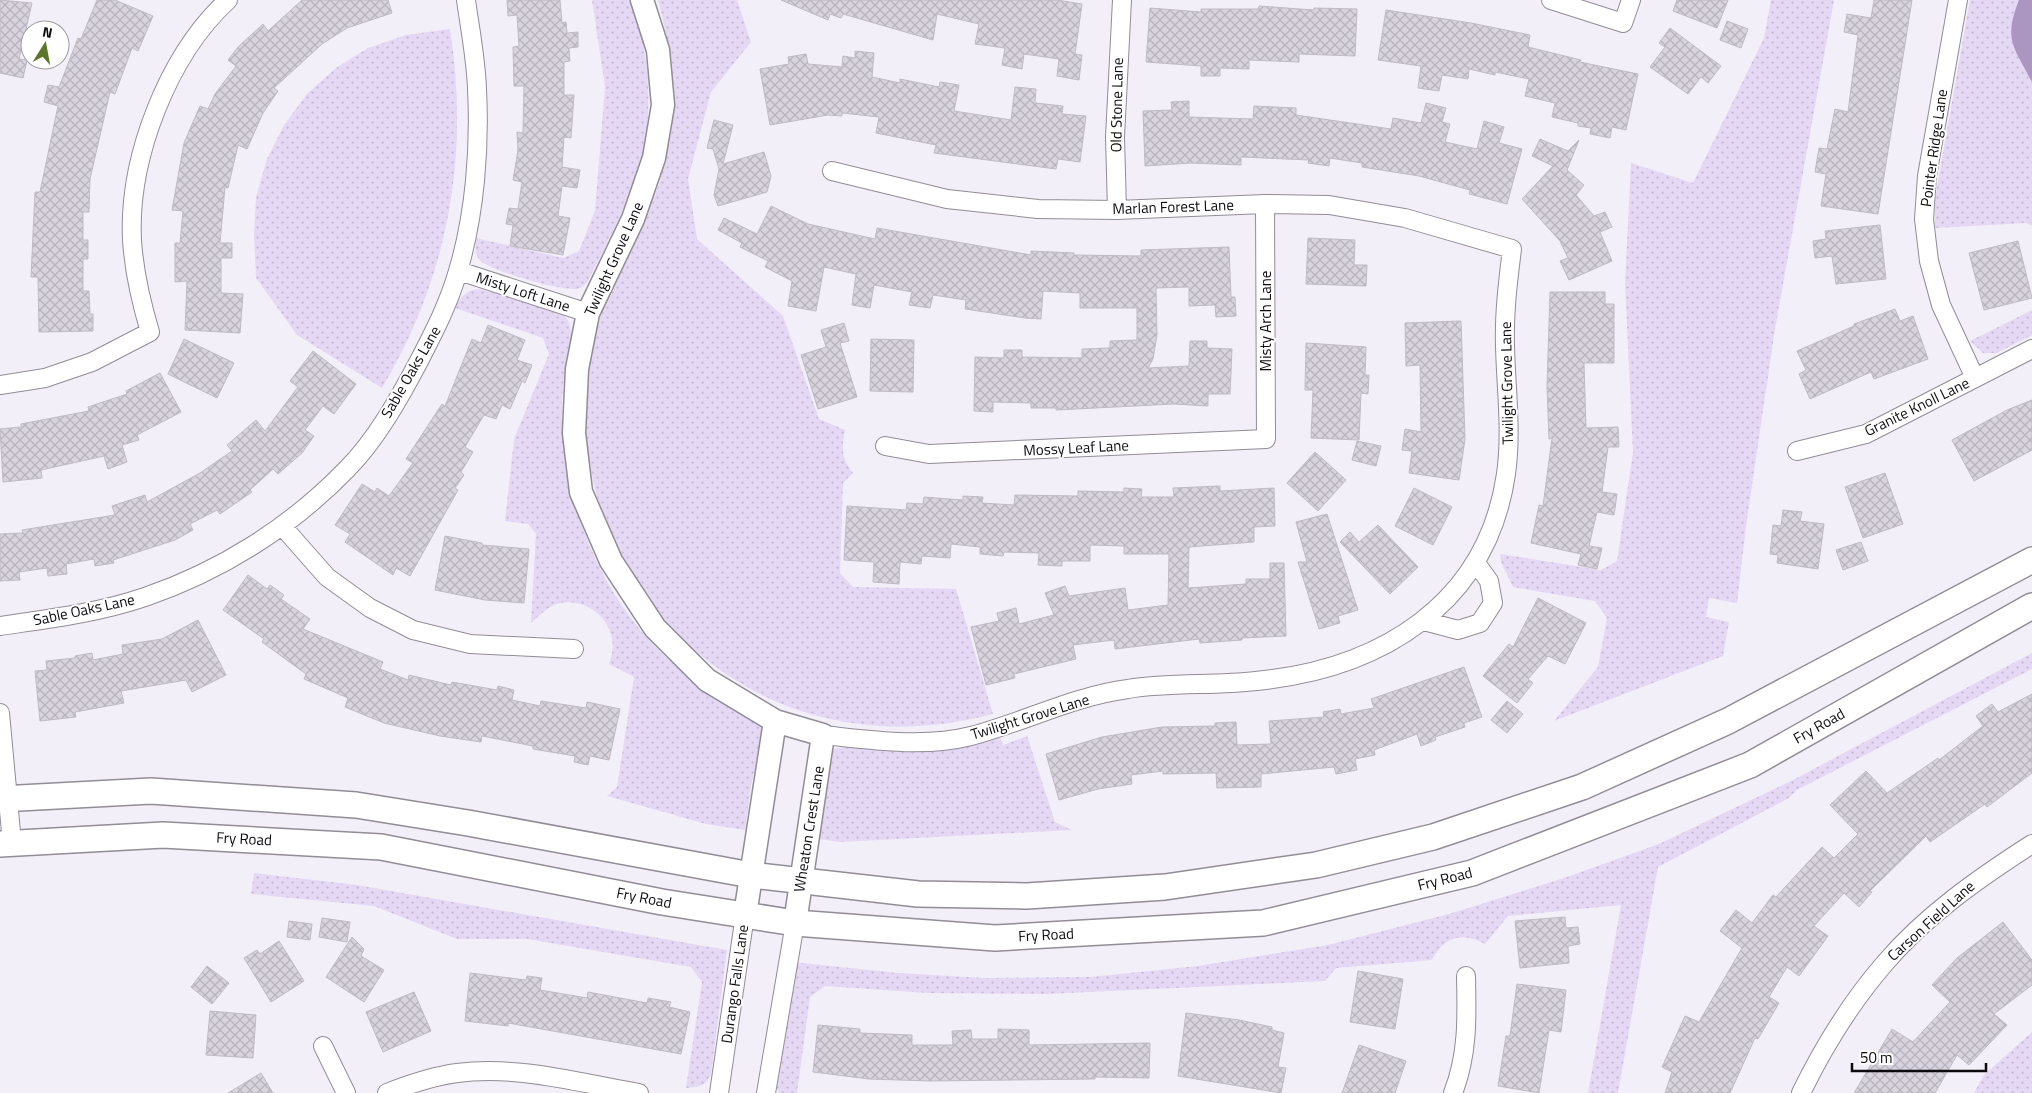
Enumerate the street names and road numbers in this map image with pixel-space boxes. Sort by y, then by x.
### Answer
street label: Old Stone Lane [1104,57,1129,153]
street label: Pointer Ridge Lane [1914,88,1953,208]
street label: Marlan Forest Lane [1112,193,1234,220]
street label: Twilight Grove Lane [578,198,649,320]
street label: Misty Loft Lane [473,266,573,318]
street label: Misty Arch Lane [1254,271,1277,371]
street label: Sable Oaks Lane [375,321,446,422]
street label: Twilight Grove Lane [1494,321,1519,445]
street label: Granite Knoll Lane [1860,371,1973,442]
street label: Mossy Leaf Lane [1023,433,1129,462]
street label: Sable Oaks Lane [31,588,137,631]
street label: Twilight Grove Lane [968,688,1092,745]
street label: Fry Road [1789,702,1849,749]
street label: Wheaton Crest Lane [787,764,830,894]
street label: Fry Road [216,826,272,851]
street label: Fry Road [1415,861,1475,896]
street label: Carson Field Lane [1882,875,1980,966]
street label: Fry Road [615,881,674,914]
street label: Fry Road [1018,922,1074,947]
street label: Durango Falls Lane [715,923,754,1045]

...

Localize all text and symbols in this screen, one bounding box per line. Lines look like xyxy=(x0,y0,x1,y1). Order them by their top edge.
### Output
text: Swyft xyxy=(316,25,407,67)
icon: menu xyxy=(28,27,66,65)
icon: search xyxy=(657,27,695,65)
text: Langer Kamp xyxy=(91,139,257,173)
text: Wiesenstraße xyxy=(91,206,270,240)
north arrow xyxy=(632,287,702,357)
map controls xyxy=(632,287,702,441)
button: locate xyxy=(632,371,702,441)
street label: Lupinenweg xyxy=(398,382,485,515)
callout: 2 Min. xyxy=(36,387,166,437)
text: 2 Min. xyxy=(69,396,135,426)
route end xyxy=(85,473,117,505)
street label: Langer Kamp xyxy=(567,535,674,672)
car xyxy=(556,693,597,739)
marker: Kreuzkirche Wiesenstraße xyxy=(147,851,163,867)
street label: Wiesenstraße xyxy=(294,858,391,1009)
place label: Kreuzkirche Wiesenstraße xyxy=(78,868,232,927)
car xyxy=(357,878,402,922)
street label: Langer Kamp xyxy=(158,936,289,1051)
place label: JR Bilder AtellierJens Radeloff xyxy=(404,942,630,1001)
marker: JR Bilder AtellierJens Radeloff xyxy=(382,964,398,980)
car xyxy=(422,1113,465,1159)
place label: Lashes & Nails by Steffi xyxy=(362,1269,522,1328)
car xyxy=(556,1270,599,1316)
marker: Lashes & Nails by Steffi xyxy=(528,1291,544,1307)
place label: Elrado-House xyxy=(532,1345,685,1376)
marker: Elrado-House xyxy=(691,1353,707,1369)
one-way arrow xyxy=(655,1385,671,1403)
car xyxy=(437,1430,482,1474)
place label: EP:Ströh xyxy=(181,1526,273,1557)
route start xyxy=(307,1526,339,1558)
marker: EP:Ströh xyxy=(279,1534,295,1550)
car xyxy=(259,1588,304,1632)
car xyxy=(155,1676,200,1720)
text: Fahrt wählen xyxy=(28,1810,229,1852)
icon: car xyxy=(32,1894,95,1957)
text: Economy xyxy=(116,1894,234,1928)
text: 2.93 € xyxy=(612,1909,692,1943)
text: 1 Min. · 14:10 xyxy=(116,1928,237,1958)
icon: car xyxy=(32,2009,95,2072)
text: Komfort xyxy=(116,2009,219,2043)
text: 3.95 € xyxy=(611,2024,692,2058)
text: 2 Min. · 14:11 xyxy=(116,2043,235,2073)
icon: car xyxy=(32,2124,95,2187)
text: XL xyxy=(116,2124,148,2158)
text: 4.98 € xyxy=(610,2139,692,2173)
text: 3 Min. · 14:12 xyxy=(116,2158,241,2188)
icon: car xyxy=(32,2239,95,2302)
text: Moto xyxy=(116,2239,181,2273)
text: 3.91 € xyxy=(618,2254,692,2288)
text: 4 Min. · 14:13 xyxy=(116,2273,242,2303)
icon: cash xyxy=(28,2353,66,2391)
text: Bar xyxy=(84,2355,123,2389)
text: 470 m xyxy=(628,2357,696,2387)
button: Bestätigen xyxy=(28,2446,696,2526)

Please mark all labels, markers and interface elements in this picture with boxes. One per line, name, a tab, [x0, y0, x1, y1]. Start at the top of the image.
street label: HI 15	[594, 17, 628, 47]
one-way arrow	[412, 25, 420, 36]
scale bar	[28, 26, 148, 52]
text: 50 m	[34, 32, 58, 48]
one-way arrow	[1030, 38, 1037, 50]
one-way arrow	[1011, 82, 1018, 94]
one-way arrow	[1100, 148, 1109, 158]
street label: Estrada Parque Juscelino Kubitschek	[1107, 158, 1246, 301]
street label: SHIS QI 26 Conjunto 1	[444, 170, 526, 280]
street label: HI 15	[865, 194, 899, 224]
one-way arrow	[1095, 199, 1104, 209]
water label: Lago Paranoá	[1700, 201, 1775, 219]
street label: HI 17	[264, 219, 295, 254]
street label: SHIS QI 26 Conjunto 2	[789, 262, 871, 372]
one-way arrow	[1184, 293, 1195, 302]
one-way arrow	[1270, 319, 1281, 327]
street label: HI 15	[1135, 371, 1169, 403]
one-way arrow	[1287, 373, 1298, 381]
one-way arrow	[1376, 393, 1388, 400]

### PROBLEM STATEMENT
Tally the lines in the records that hold the word "place", and state only the resulting number.

### TASK ANSWER
5